The window of opportunity between bind() and connect() makes peerfd briefly capable to receive unfiltered messages, e.g. ClientHellos from other peers. As far as I can see, what happens next is that those messages will get dropped by SSL_read() due to failed consistency checks. Will this make SSL_read() signal an unrecoverable SSL error or will it silently carry on?

Yes, one may say that UDP is unreliable by definition, but artificially dropping packets when they have already reached their destination looks fishy at best.

Unfortunately, there's no way to bind a socket both to local and remote addresses atomically on a modern system (except for macOS which has connectx() now). The reliable solution to this problem is to be always ready to receive packets from other peers on connected sockets like peerfd by peeking into them using recvfrom() and comparing their source address to the one that the socket is connected to. In particular, this means that when a packet is received from an unfamiliar peer, it must be treated as a ClientHello request.

I have this approach running reliably without DTLS and now need to implement it for DTLS. The problem with DTLSv1_listen() is that it reads datagrams until EAGAIN and thus is not suitable for processing one request at a time as far as I can see. This makes it impossible to process ClientHellos on a connected socket. Am I missing something?

@mattcaswell
Copy link
Member

This makes it impossible to process ClientHellos on a connected socket.
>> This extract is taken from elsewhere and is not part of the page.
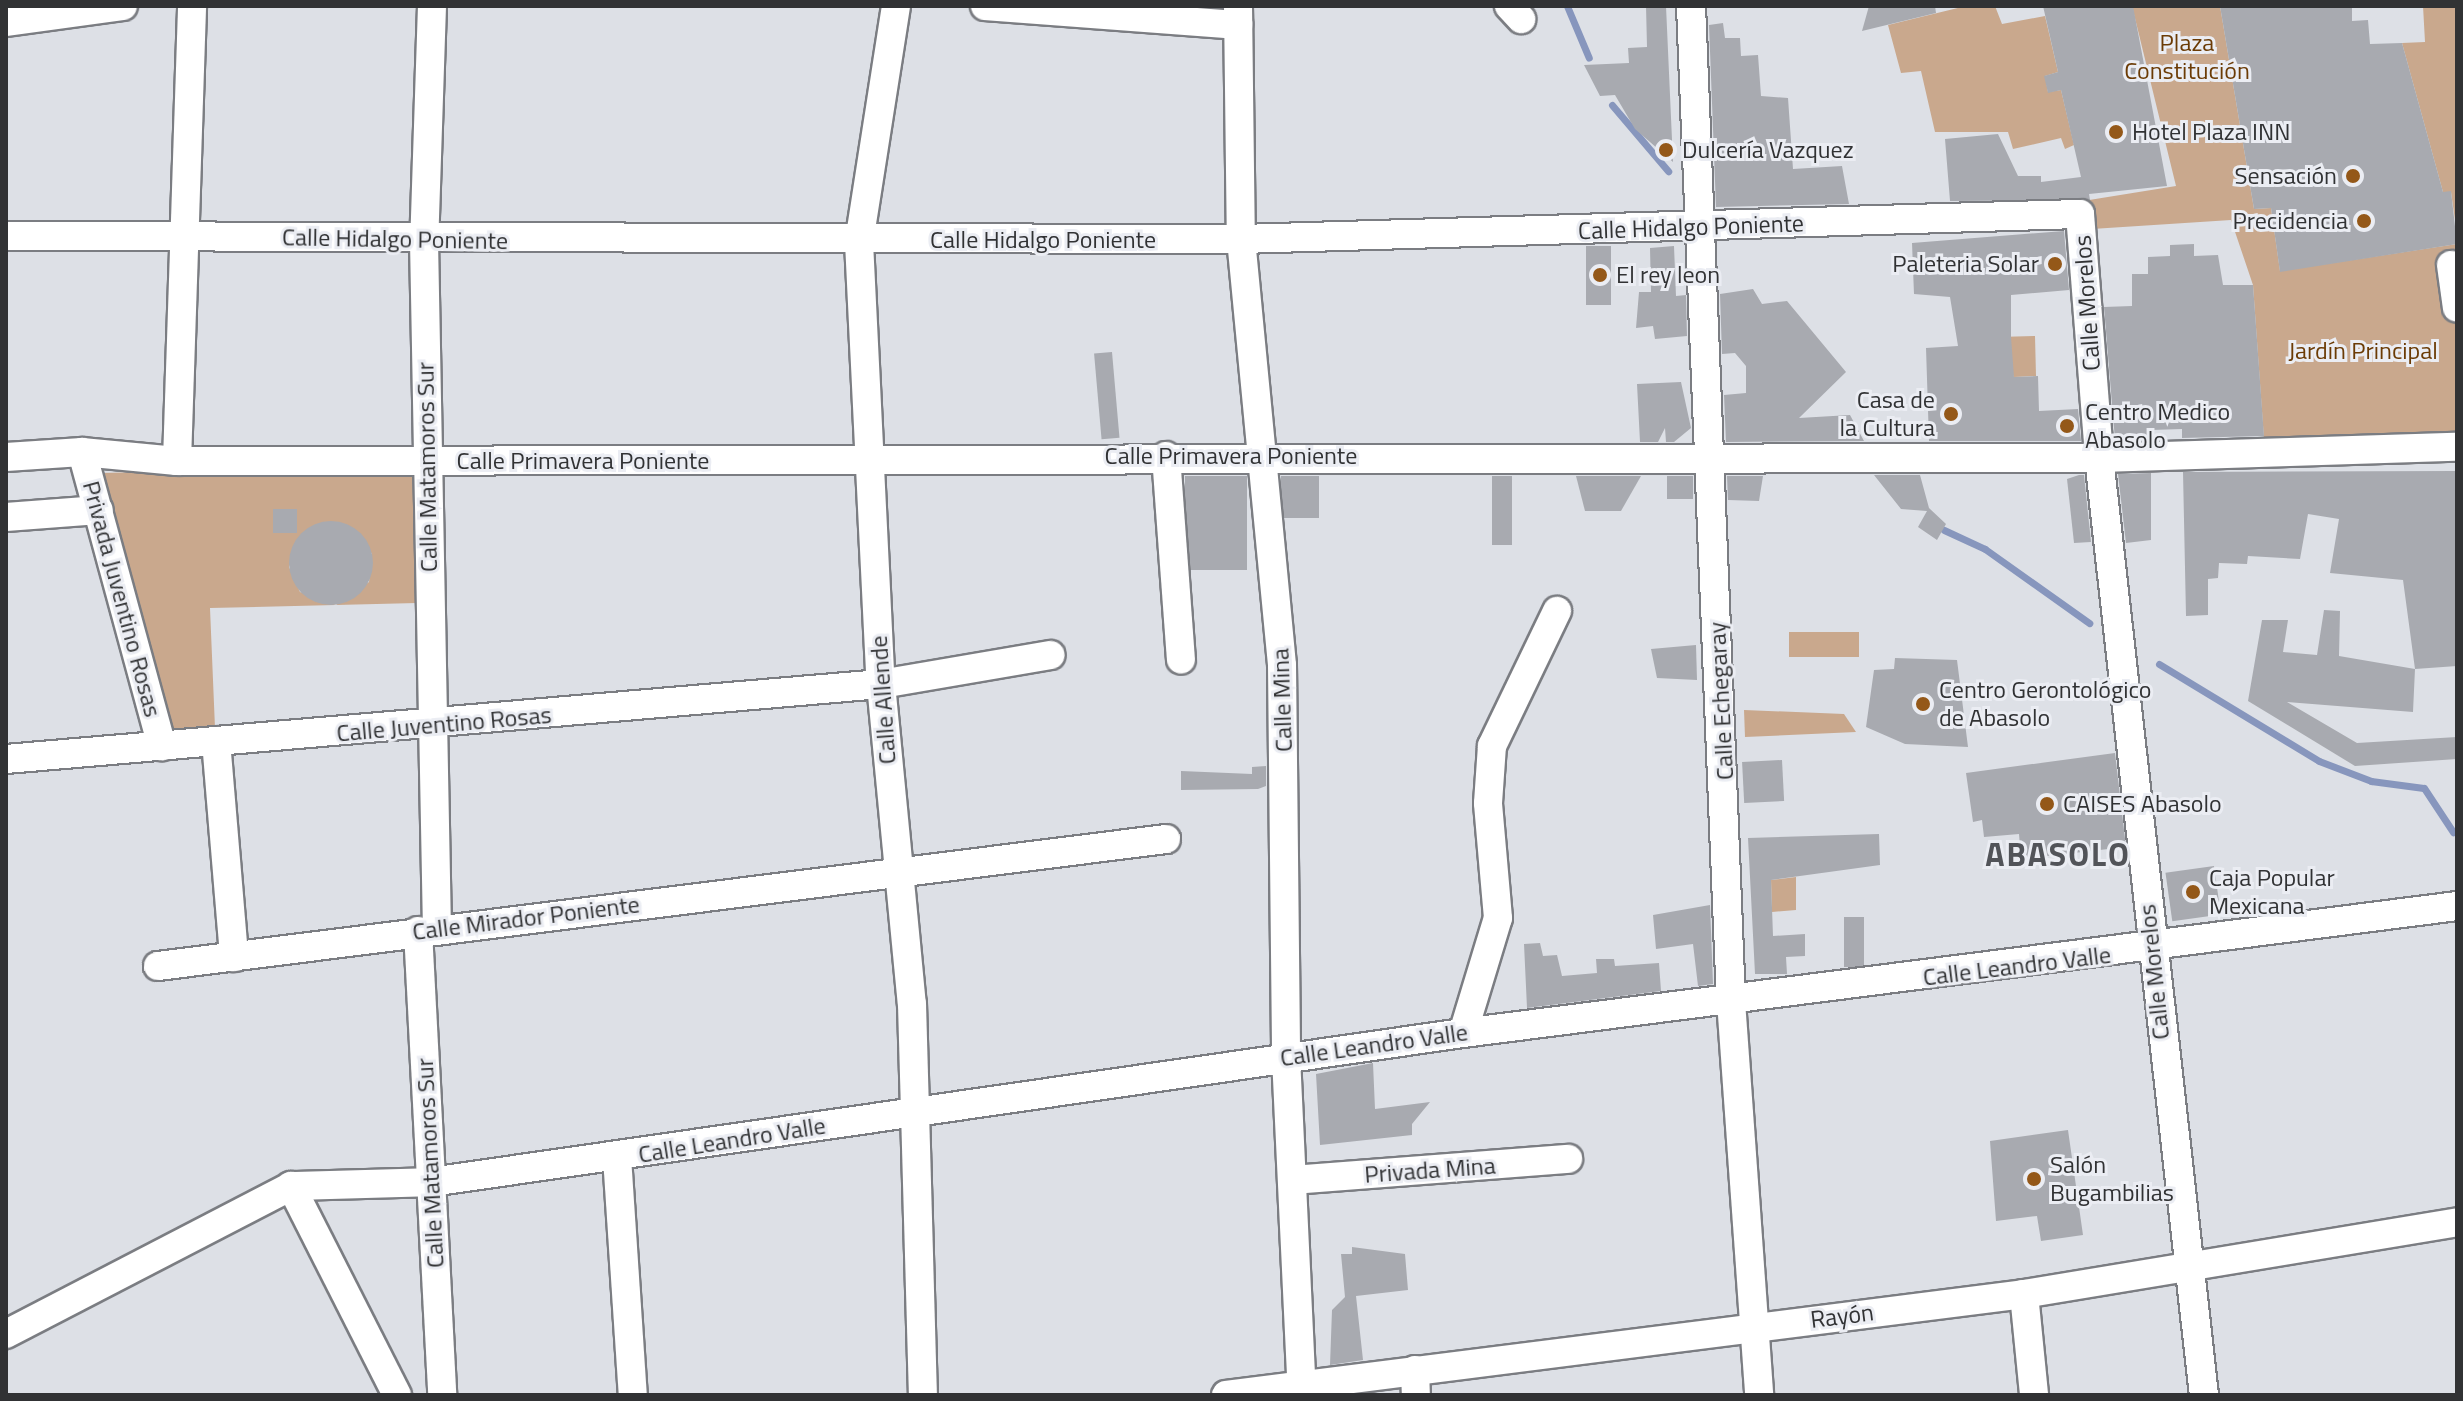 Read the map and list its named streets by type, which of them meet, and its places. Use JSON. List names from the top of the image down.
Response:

Maybe I'm misunderstanding what you wrote - but why would you want to use DTLSv1_listen() on a connected socket? It's whole purpose is to listen on an unconnected socket.

@neoxic
Copy link

neoxic commented Dec 28, 2019

Thanks for your quick reply! I guess the best way to illustrate the problem is to provide a code snippet.

Please check out this gist: https://gist.github.com/neoxic/0d9314ec756d37ca4303bced49b94543

@neoxic
Copy link

neoxic commented Dec 28, 2019

Again in a nutshell, peerfd will receive ClientHellos from other peers for some short time under certain load conditions due to a race between bind() and connect().

How will OpenSSL handle this situation? What error will SSL_read() return for a ClientHello from an arbitrary peer on a peerfd? Will it be silently skipped or will it demand that the underlying connection be closed due to having beed compromised? What can be done to mitigate this problem, in particular, is it possible to process ClientHellos on peerfd?

@mattcaswell
Copy link
Member

How will OpenSSL handle this situation? What error will SSL_read() return for a ClientHello from an arbitrary peer on a peerfd?

I believe it will just be silently skipped.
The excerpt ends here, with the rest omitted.